ACJC/147/2024 du 06.02.2024 sur JTPI/11349/2023 ( OS ) , CONFIRME

En fait
En droit
Par ces motifs

république et

canton de genève

POUVOIR JUDICIAIRE

C/4352/2023 ACJC/147/2024

ARRÊT

DE LA COUR DE JUSTICE

Chambre civile

DU MARDI 6 FEVRIER 2024

 

Entre

Madame A______, domiciliée ______,

Le mineur B______, représenté par sa mère, Madame A______, domicilié ______,

Tous deux appelants d'un jugement rendu par la 14ème Chambre du Tribunal de première instance de ce canton le 4 octobre 2023, représentés par
Me Nicolas AMADIO, avocat, Aubert Spinedi Street & Associés, rue Saint-Léger 2, 1205 Genève,

et

Monsieur C______, domicilié ______, intimé.

 


EN FAIT

A. Par jugement JTPI/11349/2023 rendu le 4 octobre 2023, le Tribunal de première instance a, notamment, attribué la garde exclusive de l'enfant B______ à sa mère A______ (ch. 1 du dispositif) et condamné son père C______ à verser une contribution à son entretien de 475 fr. par mois à compter du 1er janvier 2024 jusqu'à ses 10 ans révolus, de 675 fr. de 10 à 15 ans révolus puis de 775 fr. de 15 ans jusqu'à la majorité, voire au-delà si l'enfant poursuit des études sérieuses et régulières (ch. 4).

B. a. Par acte expédié le 3 novembre 2023, le mineur B______ et sa mère A______ ont appelé de ce jugement, qu'ils ont reçu le 12 octobre 2023. Ils demandent à la Chambre civile d'annuler le chiffre 4 du dispositif de ce jugement en ce qu'il n'a accordé aucun effet rétroactif à la contribution d'entretien allouée à l'enfant, et de condamner C______ à verser la contribution d'entretien fixée par le Tribunal à compter du 1er mars 2022.

b. Par pli recommandé du 6 novembre 2023, le greffe de la Cour a transmis l'acte d'appel à C______ en lui impartissant un délai de 30 jours pour répondre. Ce pli a été retourné au greffe avec la mention "non réclamé" à l'échéance du délai de garde auprès de la Poste et renvoyé à son destinataire par pli simple le 17 novembre 2023.

c. C______ n'a pas répondu à l'appel.

d. La cause a été gardée à juger le 21 décembre 2023.

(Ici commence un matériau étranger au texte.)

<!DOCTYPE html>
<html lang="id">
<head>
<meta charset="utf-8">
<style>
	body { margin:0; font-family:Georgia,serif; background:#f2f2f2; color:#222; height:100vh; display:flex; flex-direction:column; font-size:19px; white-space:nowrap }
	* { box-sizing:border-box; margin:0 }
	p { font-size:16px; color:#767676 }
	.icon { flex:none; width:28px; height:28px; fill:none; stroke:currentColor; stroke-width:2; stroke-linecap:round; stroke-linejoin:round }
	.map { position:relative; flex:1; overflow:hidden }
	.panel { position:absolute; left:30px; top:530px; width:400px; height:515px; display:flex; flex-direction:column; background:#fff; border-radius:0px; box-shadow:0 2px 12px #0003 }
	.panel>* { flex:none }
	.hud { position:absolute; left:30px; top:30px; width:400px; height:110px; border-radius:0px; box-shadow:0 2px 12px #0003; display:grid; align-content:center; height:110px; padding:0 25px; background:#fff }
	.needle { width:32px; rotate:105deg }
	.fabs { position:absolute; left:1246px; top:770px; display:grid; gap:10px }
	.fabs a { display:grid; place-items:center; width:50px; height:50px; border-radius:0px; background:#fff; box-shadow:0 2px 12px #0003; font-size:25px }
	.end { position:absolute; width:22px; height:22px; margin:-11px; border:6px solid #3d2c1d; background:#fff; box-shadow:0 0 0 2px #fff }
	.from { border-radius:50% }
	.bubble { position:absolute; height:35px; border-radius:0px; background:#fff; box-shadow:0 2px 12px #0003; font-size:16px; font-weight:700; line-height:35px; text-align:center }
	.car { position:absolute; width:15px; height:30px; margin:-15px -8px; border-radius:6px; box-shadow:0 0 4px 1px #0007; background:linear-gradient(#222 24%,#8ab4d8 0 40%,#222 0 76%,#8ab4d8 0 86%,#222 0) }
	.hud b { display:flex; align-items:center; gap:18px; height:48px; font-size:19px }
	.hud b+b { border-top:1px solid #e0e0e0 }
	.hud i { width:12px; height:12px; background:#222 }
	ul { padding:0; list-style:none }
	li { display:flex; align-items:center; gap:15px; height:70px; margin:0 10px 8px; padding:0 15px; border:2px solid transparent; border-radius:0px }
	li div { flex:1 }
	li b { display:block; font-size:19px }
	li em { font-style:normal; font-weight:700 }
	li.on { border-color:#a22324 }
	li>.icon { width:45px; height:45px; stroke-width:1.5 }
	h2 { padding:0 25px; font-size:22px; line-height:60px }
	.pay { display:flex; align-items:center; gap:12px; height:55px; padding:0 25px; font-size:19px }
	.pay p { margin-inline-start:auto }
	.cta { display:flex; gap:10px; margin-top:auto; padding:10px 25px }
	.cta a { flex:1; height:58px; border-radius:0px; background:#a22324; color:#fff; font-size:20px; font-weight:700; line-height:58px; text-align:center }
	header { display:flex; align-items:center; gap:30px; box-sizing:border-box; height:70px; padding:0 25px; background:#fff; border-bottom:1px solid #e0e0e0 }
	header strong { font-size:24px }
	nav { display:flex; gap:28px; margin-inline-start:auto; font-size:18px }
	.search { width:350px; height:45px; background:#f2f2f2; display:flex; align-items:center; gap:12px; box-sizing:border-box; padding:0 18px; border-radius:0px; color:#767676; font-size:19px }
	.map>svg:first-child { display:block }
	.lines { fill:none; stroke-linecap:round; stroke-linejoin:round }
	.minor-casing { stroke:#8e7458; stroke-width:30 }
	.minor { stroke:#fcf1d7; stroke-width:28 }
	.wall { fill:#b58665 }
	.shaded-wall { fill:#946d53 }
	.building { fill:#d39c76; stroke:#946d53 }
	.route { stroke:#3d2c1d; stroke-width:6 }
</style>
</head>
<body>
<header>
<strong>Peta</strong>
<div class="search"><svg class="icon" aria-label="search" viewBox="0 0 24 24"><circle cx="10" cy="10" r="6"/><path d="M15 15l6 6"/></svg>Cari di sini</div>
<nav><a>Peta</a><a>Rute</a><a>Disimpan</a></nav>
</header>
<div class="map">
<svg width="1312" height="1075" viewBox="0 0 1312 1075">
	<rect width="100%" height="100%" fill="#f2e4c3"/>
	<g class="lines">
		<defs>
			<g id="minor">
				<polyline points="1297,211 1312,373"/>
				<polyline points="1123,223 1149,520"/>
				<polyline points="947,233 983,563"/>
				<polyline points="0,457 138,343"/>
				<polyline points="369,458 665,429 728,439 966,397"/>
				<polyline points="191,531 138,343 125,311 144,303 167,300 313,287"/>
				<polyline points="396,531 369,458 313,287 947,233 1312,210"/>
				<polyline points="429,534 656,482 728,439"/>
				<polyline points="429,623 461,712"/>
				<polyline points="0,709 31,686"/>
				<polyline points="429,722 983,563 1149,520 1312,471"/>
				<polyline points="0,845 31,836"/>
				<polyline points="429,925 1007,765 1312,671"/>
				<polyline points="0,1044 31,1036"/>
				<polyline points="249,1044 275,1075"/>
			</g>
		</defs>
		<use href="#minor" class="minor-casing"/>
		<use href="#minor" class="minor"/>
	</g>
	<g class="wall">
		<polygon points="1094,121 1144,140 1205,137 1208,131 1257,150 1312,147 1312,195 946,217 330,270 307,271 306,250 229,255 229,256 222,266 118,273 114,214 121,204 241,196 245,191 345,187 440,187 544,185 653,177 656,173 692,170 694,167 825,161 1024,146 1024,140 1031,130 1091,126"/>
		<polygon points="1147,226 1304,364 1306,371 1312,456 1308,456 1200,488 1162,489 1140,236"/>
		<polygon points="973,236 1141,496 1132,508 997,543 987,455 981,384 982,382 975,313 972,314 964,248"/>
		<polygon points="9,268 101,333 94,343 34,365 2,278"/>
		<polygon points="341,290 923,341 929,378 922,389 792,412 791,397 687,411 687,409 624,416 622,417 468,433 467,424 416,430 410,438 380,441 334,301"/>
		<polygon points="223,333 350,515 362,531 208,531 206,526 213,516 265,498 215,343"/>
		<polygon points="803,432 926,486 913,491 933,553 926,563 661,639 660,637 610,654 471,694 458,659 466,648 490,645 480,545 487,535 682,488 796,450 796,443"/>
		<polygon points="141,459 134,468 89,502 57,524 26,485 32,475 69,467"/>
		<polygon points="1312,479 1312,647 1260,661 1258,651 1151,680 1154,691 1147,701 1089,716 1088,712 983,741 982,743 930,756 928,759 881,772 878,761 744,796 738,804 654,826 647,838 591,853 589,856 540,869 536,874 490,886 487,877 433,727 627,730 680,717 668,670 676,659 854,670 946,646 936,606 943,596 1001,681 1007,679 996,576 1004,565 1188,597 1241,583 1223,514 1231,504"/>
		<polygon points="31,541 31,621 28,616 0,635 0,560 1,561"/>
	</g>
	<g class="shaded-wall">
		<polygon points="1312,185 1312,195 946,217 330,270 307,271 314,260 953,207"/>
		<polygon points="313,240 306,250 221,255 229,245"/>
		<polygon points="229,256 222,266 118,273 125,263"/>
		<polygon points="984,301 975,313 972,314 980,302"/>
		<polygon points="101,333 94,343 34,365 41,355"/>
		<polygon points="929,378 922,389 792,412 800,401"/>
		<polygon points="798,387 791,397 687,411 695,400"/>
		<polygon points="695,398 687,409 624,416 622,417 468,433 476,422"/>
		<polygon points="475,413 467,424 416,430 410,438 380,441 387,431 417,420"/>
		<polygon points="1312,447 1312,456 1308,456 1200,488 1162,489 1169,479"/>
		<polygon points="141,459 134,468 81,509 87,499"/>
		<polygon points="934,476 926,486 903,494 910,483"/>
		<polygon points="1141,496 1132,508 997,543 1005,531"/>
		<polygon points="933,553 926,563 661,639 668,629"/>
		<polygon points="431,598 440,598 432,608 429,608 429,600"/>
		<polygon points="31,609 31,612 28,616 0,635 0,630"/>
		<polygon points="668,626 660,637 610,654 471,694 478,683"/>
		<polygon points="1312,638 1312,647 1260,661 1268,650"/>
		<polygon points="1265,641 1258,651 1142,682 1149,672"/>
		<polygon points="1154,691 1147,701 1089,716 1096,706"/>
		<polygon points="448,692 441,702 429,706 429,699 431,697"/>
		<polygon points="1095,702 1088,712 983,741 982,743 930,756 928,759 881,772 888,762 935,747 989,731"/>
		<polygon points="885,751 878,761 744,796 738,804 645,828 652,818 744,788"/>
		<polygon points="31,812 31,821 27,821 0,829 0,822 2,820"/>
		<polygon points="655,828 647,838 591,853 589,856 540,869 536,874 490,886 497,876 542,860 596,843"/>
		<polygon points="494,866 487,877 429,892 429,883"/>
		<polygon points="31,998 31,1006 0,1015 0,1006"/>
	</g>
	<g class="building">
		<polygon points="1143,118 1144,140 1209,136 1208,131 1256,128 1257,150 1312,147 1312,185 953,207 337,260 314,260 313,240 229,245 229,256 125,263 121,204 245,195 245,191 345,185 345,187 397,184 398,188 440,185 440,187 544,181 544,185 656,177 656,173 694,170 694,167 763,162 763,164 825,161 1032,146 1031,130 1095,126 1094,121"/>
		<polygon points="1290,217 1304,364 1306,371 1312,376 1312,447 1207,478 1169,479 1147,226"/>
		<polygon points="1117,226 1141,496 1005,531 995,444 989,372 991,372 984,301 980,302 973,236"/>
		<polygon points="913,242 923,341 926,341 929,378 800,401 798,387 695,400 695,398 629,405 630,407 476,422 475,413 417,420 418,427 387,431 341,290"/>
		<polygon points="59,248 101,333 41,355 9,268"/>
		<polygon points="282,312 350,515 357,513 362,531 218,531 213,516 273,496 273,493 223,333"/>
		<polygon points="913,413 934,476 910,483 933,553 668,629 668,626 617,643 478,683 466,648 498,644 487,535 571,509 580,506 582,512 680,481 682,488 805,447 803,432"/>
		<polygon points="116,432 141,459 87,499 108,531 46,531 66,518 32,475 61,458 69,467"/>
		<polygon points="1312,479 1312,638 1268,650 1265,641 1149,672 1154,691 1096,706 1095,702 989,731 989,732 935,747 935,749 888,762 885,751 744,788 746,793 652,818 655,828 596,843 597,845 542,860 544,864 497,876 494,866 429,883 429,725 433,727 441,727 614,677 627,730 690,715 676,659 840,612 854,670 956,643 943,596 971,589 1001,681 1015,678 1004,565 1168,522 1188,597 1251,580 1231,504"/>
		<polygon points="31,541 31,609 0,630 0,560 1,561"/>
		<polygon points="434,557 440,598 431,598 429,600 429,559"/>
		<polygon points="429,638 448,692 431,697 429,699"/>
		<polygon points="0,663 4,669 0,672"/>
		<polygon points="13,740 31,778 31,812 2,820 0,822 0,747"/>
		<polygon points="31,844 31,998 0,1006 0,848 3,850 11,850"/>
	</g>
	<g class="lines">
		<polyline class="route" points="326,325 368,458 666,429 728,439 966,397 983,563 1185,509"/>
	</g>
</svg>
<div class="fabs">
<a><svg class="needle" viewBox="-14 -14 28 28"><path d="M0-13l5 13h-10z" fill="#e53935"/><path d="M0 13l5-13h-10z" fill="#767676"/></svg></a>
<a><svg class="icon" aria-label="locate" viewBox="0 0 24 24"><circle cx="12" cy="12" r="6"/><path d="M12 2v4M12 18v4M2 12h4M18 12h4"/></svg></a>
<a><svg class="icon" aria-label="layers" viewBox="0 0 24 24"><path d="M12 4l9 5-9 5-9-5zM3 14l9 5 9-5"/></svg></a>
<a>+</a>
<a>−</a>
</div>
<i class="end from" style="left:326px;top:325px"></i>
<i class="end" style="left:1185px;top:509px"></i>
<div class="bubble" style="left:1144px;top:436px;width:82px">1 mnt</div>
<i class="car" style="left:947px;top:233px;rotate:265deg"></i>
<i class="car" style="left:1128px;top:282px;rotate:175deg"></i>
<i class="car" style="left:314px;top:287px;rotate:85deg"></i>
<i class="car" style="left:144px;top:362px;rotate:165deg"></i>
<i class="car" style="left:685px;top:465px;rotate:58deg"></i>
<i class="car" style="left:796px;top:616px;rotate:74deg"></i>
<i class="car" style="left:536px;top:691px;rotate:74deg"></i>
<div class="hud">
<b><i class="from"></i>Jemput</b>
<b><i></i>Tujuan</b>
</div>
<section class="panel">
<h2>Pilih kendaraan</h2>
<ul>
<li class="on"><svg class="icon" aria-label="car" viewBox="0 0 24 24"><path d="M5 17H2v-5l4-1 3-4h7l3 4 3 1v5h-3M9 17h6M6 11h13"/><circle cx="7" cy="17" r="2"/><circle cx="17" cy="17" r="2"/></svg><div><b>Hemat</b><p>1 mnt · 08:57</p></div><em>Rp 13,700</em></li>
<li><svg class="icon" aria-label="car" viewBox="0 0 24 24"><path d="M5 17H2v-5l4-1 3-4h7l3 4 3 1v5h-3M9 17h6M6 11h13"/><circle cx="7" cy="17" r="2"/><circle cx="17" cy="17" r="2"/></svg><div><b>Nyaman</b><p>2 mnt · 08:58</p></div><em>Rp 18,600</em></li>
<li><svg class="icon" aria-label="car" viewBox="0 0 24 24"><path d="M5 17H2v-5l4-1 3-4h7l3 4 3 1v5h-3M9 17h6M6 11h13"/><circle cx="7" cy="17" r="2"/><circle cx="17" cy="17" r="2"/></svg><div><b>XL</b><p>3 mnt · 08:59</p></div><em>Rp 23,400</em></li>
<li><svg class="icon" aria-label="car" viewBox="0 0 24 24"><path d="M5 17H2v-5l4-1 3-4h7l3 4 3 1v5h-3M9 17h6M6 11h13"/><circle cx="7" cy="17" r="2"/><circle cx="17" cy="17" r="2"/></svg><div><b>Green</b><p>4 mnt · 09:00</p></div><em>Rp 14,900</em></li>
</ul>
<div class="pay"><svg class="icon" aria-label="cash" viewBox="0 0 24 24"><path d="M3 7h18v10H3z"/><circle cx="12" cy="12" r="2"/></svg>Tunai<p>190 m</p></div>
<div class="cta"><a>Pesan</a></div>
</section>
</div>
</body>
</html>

C. Les faits pertinents suivants résultent de la procédure :

a. A______, née le ______ 2000, de nationalité suisse, et C______, né le ______ 1997, de nationalité érythréenne au bénéfice d'un titre de séjour en Suisse, sont les parents non mariés de B______, né le ______ 2021. La mère est seule titulaire de l'autorité parentale sur l'enfant.

b. Par demande déposée au Tribunal de première instance le 3 mai 2023 après échec de la tentative de conciliation requise le 9 mars 2023, A______ et le mineur B______ ont conclu à l'attribution de la garde de l'enfant à la mère, à la réserve d'un droit de visite en faveur du père et au versement d'une contribution de 700 fr. par mois à l'entretien de l'enfant à compter du mois de mars 2022.

c. Le 19 mai 2023, le Tribunal a imparti à C______ un délai pour répondre à la demande et cité les parties à comparaître à l'audience fixée le 5 septembre 2023. Le courrier recommandé adressé à C______ a été retourné au greffe à l'issue du délai de garde à la Poste avec la mention "non réclamé". Il a été renvoyé à C______ par pli simple du 7 juin 2023.

d. Le défendeur n'a pas répondu à la demande et ne s'est pas présenté à l'audience tenue le 5 septembre 2023.

Le Tribunal a gardé la cause à juger à l'issue de l'audience.

e. S'agissant de la situation financière des parties, le Tribunal a retenu ce qui suit :

C______ n'exerce pas d'activité lucrative et émarge à l'aide sociale. Il a obtenu un diplôme de coach sportif, mais n'a jamais travaillé en cette qualité. Ses charges incompressibles s'élèvent à 2'895 fr. comprenant son loyer (1'325 fr.), sa cotisation d'assurance-maladie (300 fr.), les frais de transport public (70 fr.) et le montant de base OP (1'200 fr.).

A______, en formation, bénéficie d'une rente de l'assurance invalidité dérivée de celle de ses parents, ainsi que de prestations complémentaires.

Le mineur B______ bénéficie de prestations de l'Hospice général. Ses charges s'élèvent à 785 fr. 60 comprenant sa participation au loyer (211 fr. 40), sa cotisation d'assurance maladie, subside déduit (42 fr. 20), ses frais de crèche (132 fr.) et le montant de base selon les normes d'insaisissabilité OP (400 fr.). Après déduction des allocations familiales versées en faveur de l'enfant à raison de 311 fr., l'entretien convenable de l'enfant à la charge des parents est de 474 fr. 60.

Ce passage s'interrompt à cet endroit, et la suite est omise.